DEV's CodeNewbies Acquisition: More newbies than ever
DEV, an online platform where developers can share original content, acquired CodeNewbie, a community for new developers who are learning to code.
Background: DEV describes itself as a "platform where software developers write articles, take part in discussions, and build their professional profiles." The DEV platform, which is entirely open source, emphasizes transparency and openness.
With nearly 6 million unique visitors per month and upwards of 250,000 registered users, DEV is building an influential global community. At the end of 2019, DEV announced that they had raised their $11.5M Series A round of funding.
A rich ecosystem: DEV joins an increasingly diverse ecosystem of developer communities—including sites like Stack Overflow, Hashnode, Reddit, FreeCodeCamp, HackerNews, and HackerNoon.
CodeNewbie, however, caters to developers who are early in their engineering careers. It created a series of popular podcasts for beginners and runs a developer conference, CodeLand.
Finding their voice: CodeNewbie's rise to prominence shows that newbie developers are a fast growing segment in the developer community.

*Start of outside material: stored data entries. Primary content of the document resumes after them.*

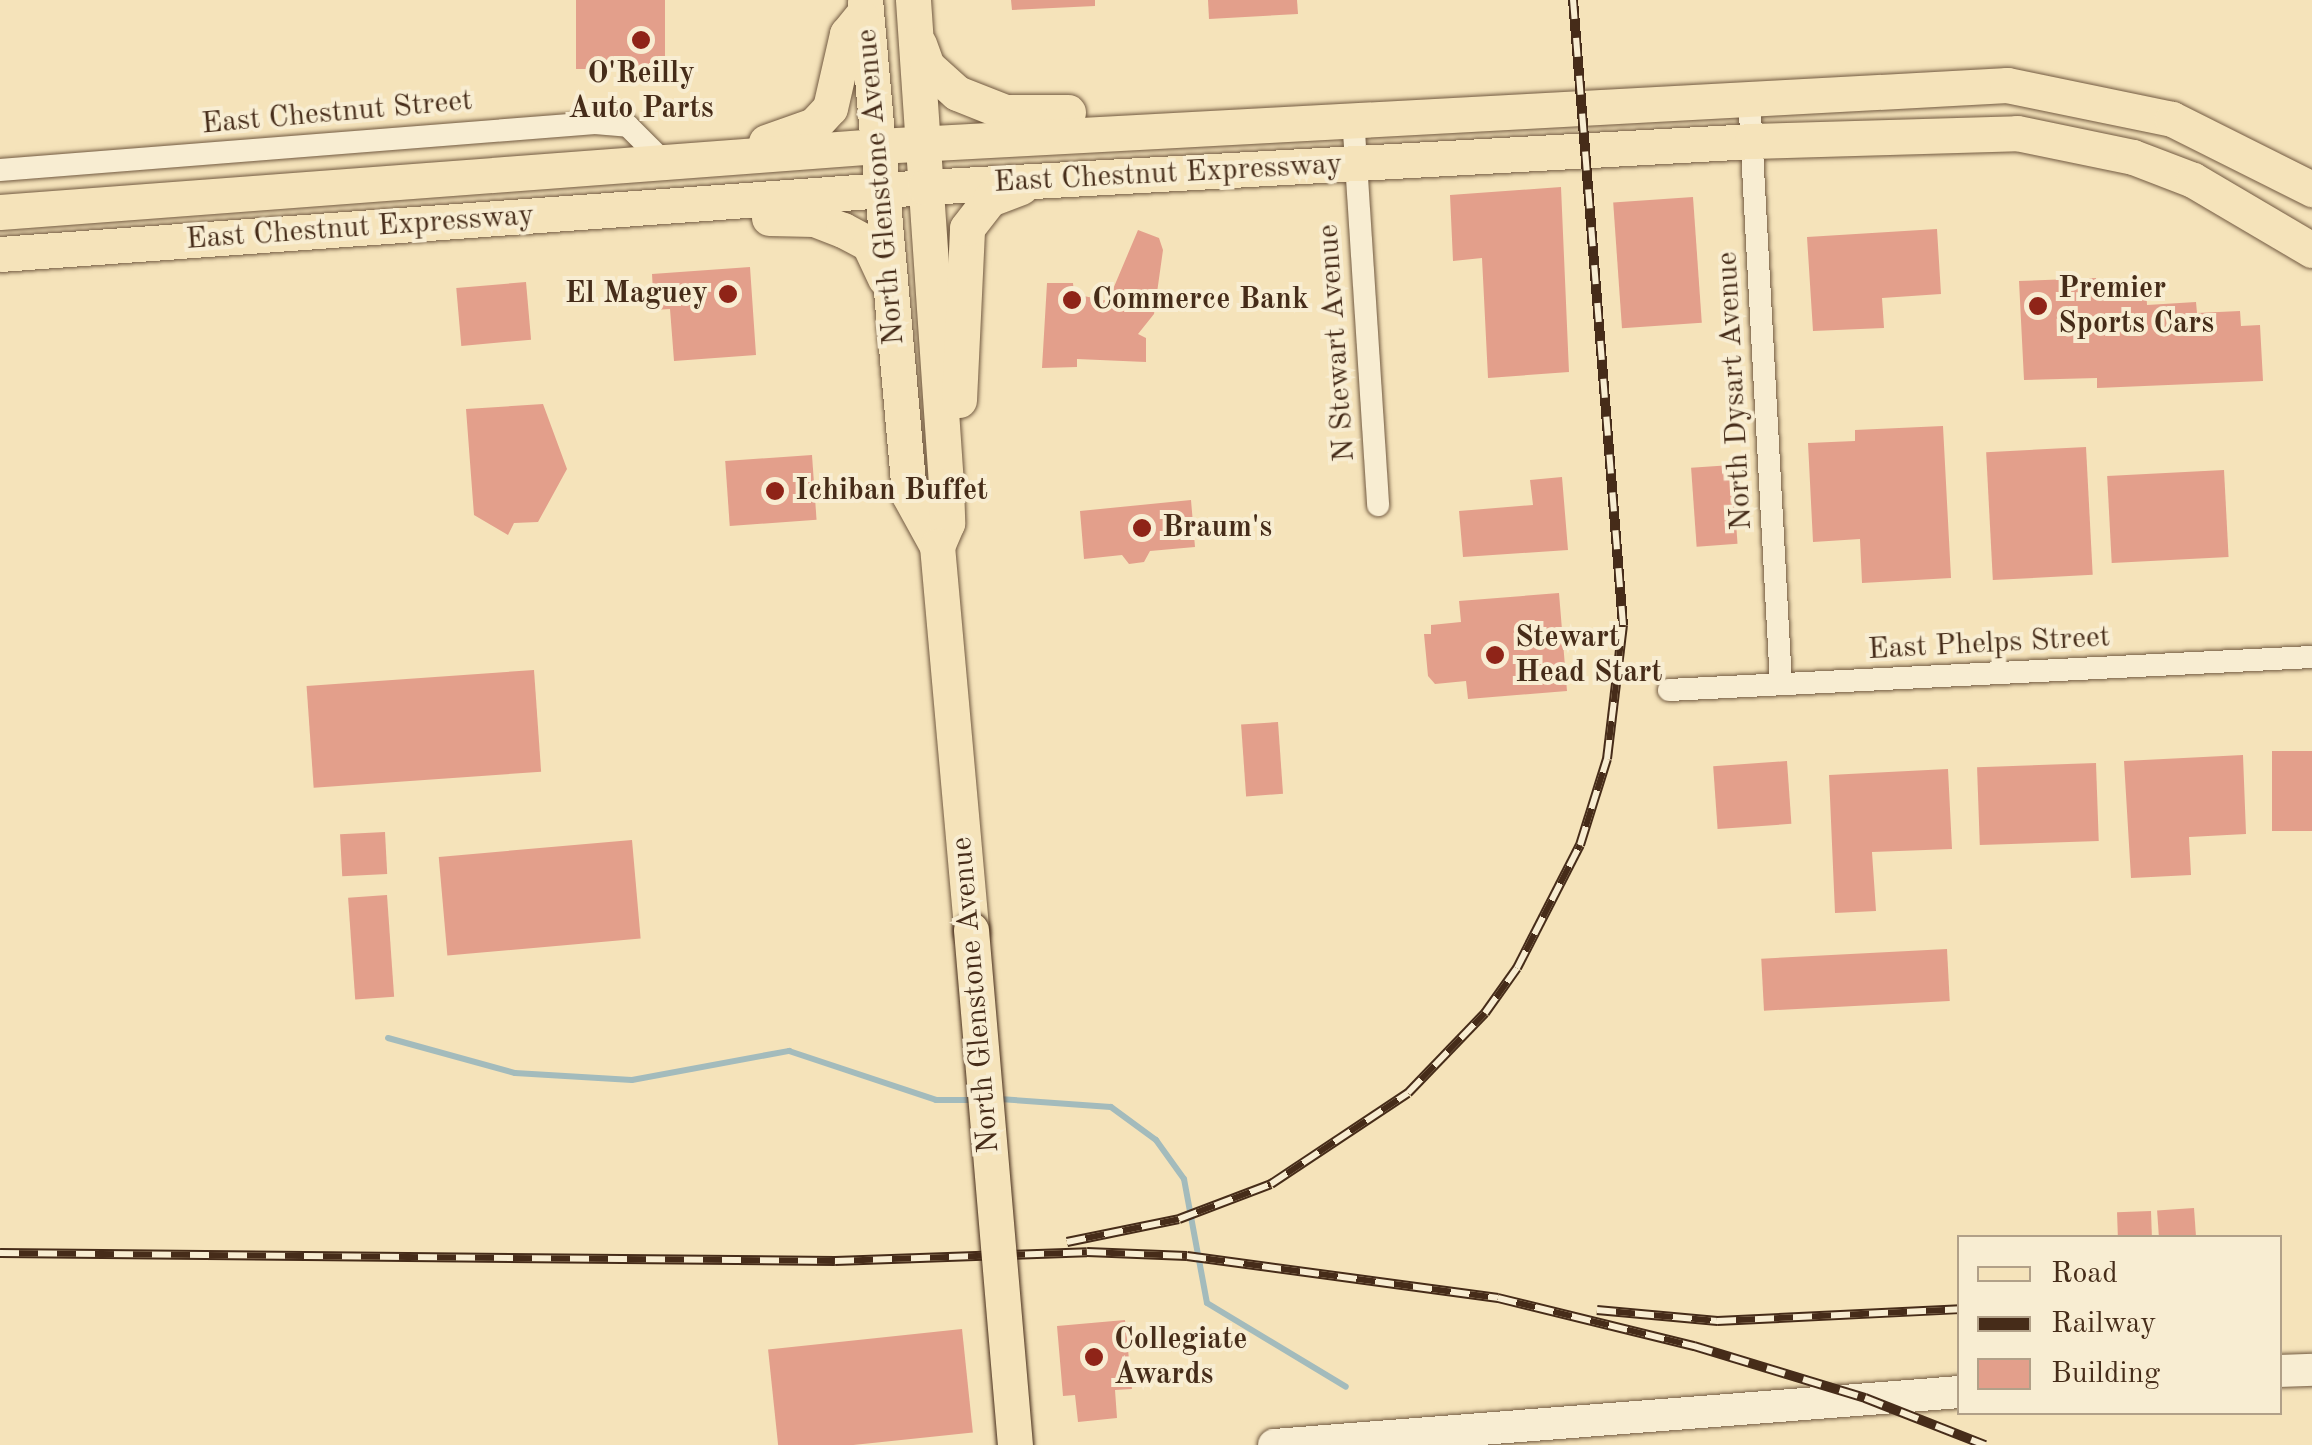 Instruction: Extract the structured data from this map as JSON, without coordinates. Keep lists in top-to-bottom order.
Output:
{
  "streets": {
    "main road": ["East Chestnut Expressway", "North Glenstone Avenue"],
    "street": [
      "East Chestnut Street",
      "N Stewart Avenue",
      "North Dysart Avenue",
      "East Phelps Street"
    ]
  },
  "crossings": [
    ["East Chestnut Street", "East Chestnut Expressway"],
    ["East Chestnut Expressway", "North Glenstone Avenue"],
    ["East Chestnut Expressway", "N Stewart Avenue"],
    ["East Chestnut Expressway", "North Dysart Avenue"],
    ["North Dysart Avenue", "East Phelps Street"]
  ],
  "places": [
    "O'Reilly Auto Parts",
    "El Maguey",
    "Commerce Bank",
    "Premier Sports Cars",
    "Ichiban Buffet",
    "Braum's",
    "Stewart Head Start",
    "Collegiate Awards"
  ],
  "legend": ["Road", "Railway", "Building"]
} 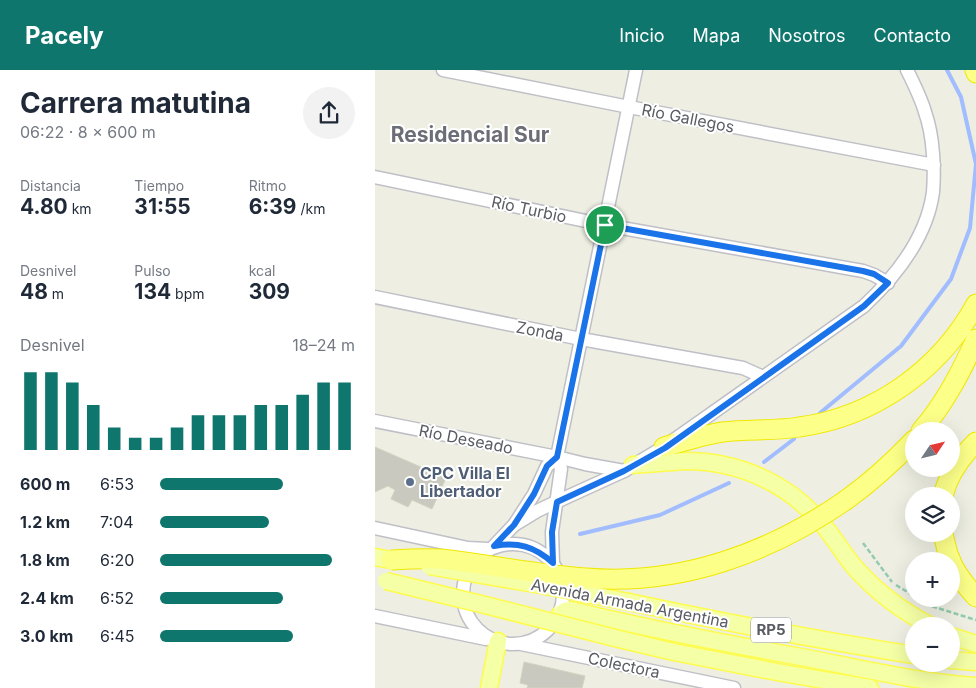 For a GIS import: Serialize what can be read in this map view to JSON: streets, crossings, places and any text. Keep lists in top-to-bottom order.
{
  "streets": {
    "main road": ["Avenida Armada Argentina", "RP5"],
    "street": [
      "Río Gallegos",
      "Río Turbio",
      "Zonda",
      "Río Deseado",
      "Colectora"
    ]
  },
  "districts": ["Residencial Sur"],
  "places": ["CPC Villa El Libertador"],
  "north": "top right",
  "page": {
    "header": "Pacely",
    "nav": [
      "Inicio",
      "Mapa",
      "Nosotros",
      "Contacto"
    ],
    "heading": ["Carrera matutina", "06:22 · 8 × 600 m"],
    "stats": [
      ["Distancia", "4.80 km"],
      ["Tiempo", "31:55"],
      ["Ritmo", "6:39 /km"],
      ["Desnivel", "48 m"],
      ["Pulso", "134 bpm"],
      ["kcal", "309"]
    ],
    "chart": ["Desnivel", "18–24 m"],
    "map_buttons": ["+", "−"],
    "list": [
      {
        "name": "600 m",
        "note": "6:53"
      },
      {
        "name": "1.2 km",
        "note": "7:04"
      },
      {
        "name": "1.8 km",
        "note": "6:20"
      },
      {
        "name": "2.4 km",
        "note": "6:52"
      },
      {
        "name": "3.0 km",
        "note": "6:45"
      }
    ]
  }
} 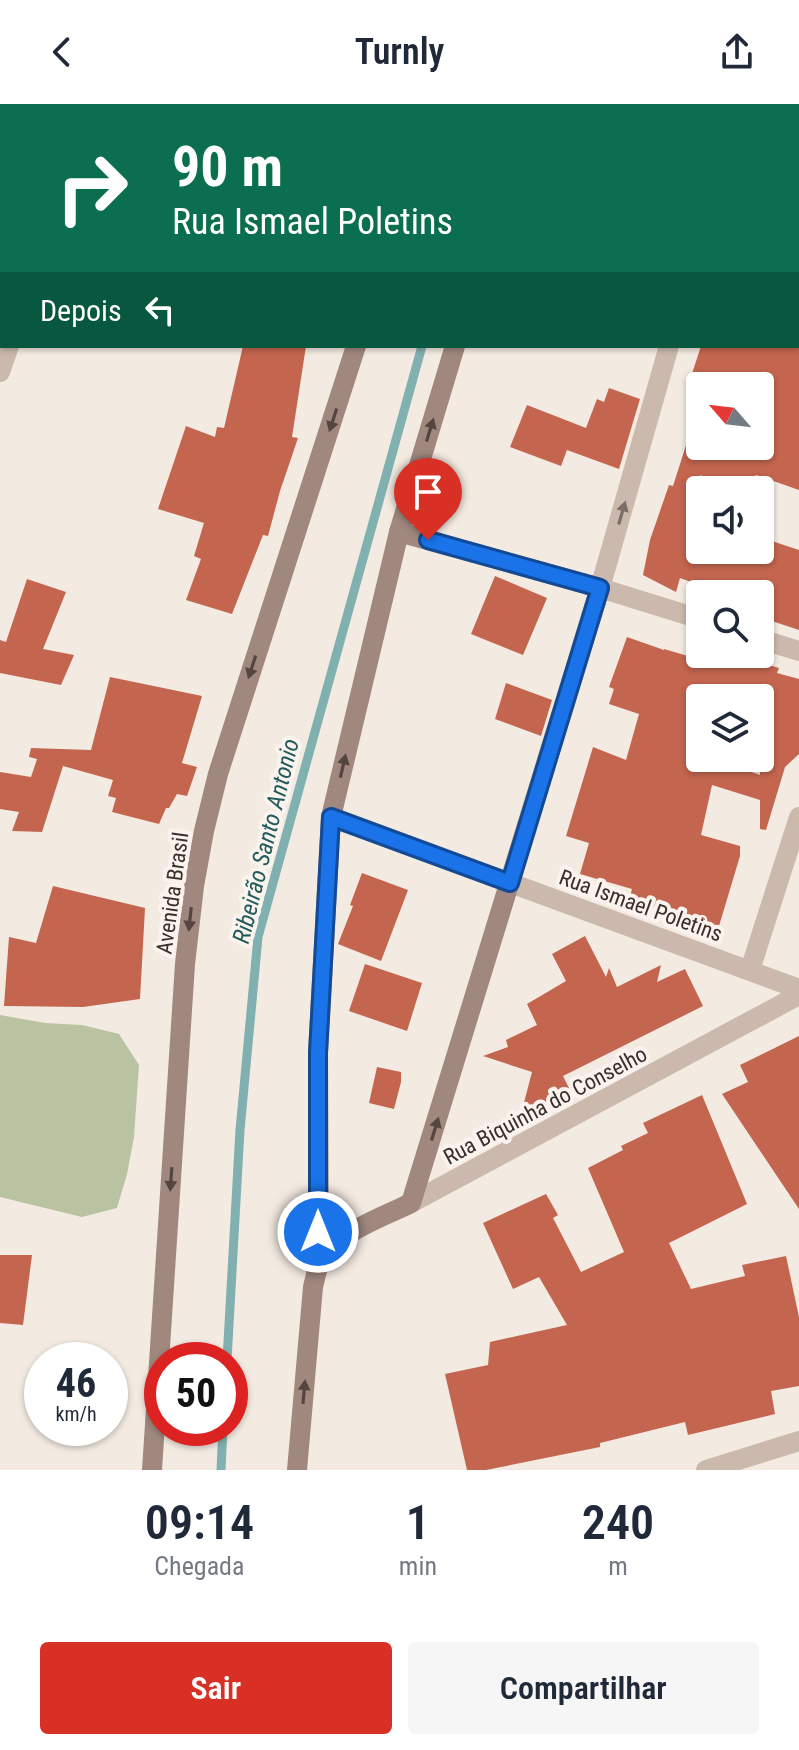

This influx of people learning to code is driven by (1) people interested in becoming software developers and (2) existing workers whose roles are becoming more technical. More jobs today—like data scientists, machine learning engineers, and cybersecurity specialists—are integrated more deeply into development workflows.
Experts project there will be 27.7 million developers in the world by 2023, up from 23 million in 2018. That doesn’t include millions more that code in some capacity: GitHub alone welcomed more than 10 million new developers to its community in the last year and is now home to over 40 million users.
Why newbies matter: They play an outsized role in shaping the future of software development. Among other things, new developers can drive language and framework adoption toward more beginner-friendly developer tools.
As we enter a golden age of software development, expect it to be increasingly shaped by this rapidly expanding community of new developers—and the online platforms they support.